Le donne c’erano, operavano – anche combattendo, quando necessario –, accoglievano e nascondevano rifugiati, soldati, disertori, alleati, sbandati, resistenti.

Trasportavano, come staffette, cibo, armi, messaggi, dispacci drammatici e lettere d’amore. Rimanevano sole con i vecchi e i bambini, sole a proteggerli, quando il nemico sfondava le porte delle loro case. E i due eroismi, quello della battaglia e del sangue e quello della forza nel mantenere salda la comunità aggredita, sono stati spesso contrapposti e ha prevalso quello più «maschile».

Lungo è stato il cammino per raggiungere questo riconoscimento: del ruolo delle donne pari a quello degli uomini. O forse anche più lungimirante. Nel vedere e trovare, dopo la catastrofe, appigli, relazioni, legami, per ricostruire una società di pace.”

Il lavoro di Giovanni Rinaldi, lo storico che da anni porta avanti la ricerca su questo enorme quanto misconosciuto sforzo di solidarietà che ha contribuito anch’esso a unire l’Italia è proprio questo, una tessitura di relazioni, di incontri che si credevano perduti o, per dirla meglio con le sue parole in apertura del libro:
“Il filo conduttore dl mio impegno è stato forse proprio questo: essere mediatore, animatore di ricordi, sollecitatore di relazioni, traduttore di storie dalle lingue non scritte, scrittore delle parole dette ma mai ascoltate.

Ognuna di queste storie però, pur inserita in un grande flusso che sembra accomunarle. Rimane unica in sé, originale, resistente all’omologazione e all’appiattimento di un’analisi superficiale.
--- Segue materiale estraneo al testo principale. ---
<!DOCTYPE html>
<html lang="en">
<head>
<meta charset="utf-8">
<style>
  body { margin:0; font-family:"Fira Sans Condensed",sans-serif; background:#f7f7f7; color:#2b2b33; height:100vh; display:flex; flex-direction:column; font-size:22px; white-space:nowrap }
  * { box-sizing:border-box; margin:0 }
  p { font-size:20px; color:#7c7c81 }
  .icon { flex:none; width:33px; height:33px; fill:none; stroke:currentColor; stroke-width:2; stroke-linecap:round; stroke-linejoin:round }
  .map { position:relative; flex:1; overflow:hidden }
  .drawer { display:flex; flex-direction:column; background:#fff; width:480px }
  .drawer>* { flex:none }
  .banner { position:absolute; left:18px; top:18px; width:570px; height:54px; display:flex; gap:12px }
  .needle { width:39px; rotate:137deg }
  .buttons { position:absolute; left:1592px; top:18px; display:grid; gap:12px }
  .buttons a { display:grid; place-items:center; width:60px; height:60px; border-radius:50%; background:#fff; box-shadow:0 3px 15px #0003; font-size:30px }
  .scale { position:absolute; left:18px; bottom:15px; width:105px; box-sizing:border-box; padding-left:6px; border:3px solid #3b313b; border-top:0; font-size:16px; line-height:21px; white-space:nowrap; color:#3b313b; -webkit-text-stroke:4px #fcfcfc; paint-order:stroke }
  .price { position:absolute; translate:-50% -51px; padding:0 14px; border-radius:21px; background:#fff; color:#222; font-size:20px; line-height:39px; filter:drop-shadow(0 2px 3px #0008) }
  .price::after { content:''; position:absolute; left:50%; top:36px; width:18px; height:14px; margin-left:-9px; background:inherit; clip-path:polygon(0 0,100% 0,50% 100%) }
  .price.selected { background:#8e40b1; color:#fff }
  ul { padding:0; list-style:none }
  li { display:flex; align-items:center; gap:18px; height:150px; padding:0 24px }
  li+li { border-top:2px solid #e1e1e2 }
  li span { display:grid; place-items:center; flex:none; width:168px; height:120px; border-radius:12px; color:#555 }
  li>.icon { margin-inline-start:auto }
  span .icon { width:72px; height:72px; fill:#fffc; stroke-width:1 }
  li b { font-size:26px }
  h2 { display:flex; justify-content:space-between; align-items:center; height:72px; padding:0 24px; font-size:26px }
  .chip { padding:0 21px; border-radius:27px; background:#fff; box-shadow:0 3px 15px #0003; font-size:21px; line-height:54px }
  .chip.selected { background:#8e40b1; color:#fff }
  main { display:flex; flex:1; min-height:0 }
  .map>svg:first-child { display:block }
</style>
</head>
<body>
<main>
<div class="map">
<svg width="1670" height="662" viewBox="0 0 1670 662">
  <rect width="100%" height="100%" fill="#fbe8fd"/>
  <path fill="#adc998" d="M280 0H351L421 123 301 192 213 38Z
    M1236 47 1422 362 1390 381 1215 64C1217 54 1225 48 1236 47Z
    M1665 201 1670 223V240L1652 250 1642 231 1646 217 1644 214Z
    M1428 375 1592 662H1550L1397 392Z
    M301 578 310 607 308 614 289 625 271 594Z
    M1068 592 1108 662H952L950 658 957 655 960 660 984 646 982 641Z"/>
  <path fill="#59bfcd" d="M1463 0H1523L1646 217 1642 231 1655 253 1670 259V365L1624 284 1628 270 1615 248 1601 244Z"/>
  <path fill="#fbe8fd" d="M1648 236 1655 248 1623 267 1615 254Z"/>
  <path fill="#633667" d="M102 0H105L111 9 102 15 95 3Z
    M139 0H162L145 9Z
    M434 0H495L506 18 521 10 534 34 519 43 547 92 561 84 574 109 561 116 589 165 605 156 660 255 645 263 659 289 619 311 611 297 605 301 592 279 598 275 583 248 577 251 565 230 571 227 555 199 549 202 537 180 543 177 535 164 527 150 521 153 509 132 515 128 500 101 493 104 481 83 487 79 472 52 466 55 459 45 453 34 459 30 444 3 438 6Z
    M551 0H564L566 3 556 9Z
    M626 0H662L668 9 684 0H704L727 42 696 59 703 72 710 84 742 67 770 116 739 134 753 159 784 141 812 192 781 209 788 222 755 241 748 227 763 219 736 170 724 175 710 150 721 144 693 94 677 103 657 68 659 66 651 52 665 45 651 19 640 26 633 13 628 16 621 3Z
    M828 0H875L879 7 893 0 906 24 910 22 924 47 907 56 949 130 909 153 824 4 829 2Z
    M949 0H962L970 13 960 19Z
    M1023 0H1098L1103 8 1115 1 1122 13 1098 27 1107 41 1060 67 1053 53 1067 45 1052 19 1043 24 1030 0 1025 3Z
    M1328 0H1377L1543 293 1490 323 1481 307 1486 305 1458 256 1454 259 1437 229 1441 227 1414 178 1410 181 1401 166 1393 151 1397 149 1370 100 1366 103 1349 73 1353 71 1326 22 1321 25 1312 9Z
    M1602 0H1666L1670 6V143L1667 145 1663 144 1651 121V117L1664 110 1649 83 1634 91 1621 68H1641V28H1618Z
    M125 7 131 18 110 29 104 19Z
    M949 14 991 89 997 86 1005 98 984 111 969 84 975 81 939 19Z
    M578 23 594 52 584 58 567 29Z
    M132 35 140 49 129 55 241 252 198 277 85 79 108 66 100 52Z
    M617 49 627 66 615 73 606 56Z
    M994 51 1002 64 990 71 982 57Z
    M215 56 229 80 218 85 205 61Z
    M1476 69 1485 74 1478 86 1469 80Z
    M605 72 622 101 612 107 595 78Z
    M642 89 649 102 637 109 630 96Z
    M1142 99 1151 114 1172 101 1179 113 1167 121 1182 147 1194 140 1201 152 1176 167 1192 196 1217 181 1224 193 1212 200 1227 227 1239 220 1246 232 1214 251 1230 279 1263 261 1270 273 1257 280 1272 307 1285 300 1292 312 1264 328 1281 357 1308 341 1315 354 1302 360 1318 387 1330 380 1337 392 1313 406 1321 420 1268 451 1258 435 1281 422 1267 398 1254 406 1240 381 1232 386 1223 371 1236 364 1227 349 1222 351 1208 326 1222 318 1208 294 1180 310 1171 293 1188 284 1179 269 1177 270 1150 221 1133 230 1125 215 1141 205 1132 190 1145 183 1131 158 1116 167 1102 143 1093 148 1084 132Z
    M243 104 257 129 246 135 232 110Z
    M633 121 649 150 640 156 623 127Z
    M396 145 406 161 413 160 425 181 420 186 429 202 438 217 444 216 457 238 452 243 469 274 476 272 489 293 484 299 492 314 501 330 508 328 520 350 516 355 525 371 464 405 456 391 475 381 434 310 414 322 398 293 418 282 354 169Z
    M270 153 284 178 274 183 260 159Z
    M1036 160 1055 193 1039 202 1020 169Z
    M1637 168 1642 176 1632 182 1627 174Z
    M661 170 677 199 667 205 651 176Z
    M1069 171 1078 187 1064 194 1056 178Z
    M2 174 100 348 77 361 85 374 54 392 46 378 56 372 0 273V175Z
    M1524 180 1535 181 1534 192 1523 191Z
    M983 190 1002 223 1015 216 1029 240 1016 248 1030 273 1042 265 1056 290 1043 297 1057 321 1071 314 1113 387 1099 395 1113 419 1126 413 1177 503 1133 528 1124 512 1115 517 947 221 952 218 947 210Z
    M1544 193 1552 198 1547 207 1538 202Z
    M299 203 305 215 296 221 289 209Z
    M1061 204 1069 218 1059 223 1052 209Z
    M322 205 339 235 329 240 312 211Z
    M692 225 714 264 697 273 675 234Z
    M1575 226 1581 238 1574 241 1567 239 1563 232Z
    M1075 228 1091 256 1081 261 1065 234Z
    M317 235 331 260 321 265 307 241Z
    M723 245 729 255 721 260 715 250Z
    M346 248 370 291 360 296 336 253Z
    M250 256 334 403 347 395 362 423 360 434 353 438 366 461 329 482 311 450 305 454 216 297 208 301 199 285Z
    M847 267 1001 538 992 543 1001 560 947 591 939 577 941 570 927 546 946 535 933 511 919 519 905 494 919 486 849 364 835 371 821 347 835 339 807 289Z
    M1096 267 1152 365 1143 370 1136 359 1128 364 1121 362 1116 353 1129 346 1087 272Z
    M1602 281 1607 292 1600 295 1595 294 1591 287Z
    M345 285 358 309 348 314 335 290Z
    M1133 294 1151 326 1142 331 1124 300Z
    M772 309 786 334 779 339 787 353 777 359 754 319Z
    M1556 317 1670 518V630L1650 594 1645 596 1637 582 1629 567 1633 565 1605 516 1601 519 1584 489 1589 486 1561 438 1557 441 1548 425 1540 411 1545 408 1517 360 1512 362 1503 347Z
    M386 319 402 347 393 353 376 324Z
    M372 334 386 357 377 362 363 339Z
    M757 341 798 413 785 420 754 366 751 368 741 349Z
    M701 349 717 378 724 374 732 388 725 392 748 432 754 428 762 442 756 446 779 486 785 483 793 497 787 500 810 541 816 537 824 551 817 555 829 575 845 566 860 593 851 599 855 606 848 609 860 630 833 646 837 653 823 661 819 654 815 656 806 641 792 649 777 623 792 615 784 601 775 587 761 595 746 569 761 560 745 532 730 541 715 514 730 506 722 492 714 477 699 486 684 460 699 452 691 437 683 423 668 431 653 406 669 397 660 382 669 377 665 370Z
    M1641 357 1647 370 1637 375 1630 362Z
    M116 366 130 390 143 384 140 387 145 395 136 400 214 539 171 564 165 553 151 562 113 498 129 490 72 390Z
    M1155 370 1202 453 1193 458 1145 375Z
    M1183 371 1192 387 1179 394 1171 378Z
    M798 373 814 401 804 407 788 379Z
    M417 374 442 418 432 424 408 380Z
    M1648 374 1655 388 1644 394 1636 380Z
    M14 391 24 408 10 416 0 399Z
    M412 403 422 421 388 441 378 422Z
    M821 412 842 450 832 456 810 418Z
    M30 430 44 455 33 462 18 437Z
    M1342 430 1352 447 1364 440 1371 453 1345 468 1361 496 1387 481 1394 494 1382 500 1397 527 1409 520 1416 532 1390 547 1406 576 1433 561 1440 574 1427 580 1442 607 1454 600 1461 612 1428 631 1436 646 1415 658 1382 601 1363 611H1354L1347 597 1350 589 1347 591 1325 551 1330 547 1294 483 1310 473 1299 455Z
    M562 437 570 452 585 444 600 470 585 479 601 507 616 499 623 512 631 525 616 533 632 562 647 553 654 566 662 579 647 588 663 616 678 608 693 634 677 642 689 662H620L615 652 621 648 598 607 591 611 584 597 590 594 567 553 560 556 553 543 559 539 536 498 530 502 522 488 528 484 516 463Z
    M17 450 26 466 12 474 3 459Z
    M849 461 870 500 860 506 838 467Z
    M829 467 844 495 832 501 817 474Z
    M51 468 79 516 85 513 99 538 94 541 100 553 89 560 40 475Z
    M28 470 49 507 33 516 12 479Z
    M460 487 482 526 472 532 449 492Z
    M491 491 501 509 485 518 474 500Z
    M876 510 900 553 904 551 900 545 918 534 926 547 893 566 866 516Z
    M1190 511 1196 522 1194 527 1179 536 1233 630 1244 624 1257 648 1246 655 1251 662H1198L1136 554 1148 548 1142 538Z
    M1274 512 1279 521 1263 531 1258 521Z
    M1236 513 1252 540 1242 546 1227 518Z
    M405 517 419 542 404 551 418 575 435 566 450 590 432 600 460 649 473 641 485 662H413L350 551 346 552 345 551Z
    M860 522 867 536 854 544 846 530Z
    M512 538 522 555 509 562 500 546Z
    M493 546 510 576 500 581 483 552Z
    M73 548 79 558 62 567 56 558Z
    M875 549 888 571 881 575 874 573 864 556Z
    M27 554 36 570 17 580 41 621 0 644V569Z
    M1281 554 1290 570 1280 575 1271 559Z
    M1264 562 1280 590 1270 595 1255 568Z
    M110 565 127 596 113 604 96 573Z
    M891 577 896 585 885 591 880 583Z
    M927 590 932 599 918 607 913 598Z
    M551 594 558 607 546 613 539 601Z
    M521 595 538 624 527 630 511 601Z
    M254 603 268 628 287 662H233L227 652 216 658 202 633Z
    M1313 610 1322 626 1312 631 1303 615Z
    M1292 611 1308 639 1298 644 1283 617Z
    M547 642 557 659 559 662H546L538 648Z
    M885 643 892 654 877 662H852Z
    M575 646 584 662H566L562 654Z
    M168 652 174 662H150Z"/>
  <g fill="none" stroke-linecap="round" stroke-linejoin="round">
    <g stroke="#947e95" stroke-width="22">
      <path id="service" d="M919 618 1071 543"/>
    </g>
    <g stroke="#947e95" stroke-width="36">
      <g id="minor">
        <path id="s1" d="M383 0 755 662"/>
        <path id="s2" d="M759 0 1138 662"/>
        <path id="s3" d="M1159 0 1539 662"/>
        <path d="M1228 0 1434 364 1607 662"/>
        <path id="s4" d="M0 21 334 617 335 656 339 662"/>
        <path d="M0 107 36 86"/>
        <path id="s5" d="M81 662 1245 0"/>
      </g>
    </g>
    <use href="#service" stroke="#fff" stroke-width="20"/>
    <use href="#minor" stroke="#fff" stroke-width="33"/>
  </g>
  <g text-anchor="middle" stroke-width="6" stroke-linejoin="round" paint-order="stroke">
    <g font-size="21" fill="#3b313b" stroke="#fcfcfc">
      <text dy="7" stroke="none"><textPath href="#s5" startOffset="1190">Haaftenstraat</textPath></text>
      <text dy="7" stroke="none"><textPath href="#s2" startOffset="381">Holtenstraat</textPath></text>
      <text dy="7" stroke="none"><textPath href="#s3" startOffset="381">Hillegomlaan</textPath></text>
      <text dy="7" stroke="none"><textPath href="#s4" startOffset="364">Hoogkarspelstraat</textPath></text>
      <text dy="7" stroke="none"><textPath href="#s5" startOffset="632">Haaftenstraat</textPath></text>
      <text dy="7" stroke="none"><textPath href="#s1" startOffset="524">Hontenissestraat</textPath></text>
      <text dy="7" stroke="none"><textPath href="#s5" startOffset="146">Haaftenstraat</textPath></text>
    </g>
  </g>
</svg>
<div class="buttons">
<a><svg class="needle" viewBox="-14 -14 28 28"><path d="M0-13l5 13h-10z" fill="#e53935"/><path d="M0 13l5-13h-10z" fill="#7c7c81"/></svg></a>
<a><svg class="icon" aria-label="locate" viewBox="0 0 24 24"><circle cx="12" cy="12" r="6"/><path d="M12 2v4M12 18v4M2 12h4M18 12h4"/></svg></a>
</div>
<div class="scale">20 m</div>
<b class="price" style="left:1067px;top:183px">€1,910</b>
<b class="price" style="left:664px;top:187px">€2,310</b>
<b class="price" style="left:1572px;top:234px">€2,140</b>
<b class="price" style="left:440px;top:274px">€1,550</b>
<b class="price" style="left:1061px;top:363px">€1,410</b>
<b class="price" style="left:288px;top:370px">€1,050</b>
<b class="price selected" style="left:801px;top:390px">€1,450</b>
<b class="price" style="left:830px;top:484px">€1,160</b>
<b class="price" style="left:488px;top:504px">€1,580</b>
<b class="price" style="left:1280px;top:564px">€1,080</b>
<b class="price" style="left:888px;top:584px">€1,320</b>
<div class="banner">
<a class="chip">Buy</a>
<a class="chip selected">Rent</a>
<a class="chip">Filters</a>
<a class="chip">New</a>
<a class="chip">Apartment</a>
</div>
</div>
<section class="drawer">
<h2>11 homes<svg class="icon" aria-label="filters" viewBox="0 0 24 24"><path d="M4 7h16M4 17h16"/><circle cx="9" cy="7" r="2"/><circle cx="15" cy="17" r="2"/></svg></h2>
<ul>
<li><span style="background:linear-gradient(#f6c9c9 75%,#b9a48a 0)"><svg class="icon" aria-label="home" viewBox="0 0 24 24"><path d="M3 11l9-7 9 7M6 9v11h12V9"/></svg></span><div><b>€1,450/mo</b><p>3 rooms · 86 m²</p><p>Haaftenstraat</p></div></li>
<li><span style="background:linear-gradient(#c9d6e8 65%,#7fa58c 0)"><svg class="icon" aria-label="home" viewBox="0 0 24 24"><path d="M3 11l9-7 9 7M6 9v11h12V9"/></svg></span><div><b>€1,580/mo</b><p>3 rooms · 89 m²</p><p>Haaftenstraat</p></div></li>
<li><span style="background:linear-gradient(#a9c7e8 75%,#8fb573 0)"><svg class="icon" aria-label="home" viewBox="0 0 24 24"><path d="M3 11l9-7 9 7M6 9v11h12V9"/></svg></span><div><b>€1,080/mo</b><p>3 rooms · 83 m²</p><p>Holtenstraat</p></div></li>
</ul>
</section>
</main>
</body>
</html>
Ogni bambino, con gli altri, ha vissuto una grande storia collettiva, ma anche affrontato la sua specifica storia personale, che conserverà nella memoria per sempre.”

Ed è proprio questa memoria il valore portante della ricerca contenuta in questo libro, ora che purtroppo il numero dei testimoni si va sempre più assottigliando per ragioni anagrafiche, una memoria che dovrà essere trasmessa da qui in avanti non solo da chi ha ascoltato direttamente le parole di chi ha vissuto quei momenti, ma anche da chi si troverà fra le mani questo documento così importante.